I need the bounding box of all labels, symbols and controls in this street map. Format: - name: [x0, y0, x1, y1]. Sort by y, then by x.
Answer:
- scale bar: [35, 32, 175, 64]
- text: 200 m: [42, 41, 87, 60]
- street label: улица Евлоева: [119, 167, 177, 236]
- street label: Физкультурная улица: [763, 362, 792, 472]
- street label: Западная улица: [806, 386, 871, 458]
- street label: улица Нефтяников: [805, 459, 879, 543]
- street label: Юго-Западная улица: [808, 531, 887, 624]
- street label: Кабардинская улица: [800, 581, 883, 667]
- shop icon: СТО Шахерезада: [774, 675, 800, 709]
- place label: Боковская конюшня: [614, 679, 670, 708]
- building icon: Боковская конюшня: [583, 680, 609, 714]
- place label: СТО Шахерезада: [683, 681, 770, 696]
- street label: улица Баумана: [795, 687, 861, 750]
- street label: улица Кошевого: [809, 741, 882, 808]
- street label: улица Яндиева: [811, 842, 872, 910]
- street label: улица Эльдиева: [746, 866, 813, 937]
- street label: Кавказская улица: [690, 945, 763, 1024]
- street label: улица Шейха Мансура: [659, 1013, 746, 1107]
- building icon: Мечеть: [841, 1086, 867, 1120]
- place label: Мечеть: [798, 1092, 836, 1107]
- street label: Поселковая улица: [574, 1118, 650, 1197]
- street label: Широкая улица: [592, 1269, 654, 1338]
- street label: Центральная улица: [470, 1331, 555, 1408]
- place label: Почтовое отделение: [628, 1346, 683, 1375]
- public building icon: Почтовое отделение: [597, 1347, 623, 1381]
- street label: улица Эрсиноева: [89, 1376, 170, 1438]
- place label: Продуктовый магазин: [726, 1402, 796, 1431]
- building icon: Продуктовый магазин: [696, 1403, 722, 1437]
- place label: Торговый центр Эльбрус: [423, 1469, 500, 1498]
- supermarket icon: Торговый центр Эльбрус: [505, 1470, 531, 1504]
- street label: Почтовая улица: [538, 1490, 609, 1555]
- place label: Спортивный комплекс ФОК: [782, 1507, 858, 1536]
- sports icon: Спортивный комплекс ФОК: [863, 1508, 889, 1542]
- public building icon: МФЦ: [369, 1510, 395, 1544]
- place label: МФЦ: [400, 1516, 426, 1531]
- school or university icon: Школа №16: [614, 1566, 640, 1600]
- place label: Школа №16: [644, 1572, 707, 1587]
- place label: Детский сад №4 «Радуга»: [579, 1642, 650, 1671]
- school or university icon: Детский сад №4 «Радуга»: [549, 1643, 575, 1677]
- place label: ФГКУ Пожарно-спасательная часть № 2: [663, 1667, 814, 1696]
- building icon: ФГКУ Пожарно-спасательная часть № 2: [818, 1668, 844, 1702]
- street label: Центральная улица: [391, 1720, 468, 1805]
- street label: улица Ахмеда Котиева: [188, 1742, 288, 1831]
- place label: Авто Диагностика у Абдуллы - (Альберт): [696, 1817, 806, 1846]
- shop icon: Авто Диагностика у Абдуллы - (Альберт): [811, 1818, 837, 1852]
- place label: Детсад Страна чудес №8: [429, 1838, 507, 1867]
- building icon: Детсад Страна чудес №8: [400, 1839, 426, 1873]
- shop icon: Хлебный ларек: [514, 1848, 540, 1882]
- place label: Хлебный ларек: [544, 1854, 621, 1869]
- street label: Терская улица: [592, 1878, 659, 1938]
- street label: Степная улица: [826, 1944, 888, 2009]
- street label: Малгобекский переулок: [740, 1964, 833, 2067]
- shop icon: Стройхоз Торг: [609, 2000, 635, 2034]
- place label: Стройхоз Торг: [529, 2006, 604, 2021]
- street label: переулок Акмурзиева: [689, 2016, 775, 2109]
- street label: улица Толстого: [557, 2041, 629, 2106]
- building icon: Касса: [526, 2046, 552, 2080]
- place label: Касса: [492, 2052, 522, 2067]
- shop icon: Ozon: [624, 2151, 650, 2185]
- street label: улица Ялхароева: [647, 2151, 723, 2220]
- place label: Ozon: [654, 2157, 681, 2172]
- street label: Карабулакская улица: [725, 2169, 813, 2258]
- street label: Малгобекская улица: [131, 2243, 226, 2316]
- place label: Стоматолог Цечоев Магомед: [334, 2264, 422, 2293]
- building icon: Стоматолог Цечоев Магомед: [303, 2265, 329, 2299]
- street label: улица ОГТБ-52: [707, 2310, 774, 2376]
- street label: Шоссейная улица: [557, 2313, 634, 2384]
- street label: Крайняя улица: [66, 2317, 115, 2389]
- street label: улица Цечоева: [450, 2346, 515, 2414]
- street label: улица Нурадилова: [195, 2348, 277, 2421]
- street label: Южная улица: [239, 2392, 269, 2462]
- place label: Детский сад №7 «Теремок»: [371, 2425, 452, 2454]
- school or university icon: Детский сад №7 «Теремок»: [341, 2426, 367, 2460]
* * * *
Go through the records above and return each line in which the word "Авто" occurs.

- place label: Авто Диагностика у Абдуллы - (Альберт): [696, 1817, 806, 1846]
- shop icon: Авто Диагностика у Абдуллы - (Альберт): [811, 1818, 837, 1852]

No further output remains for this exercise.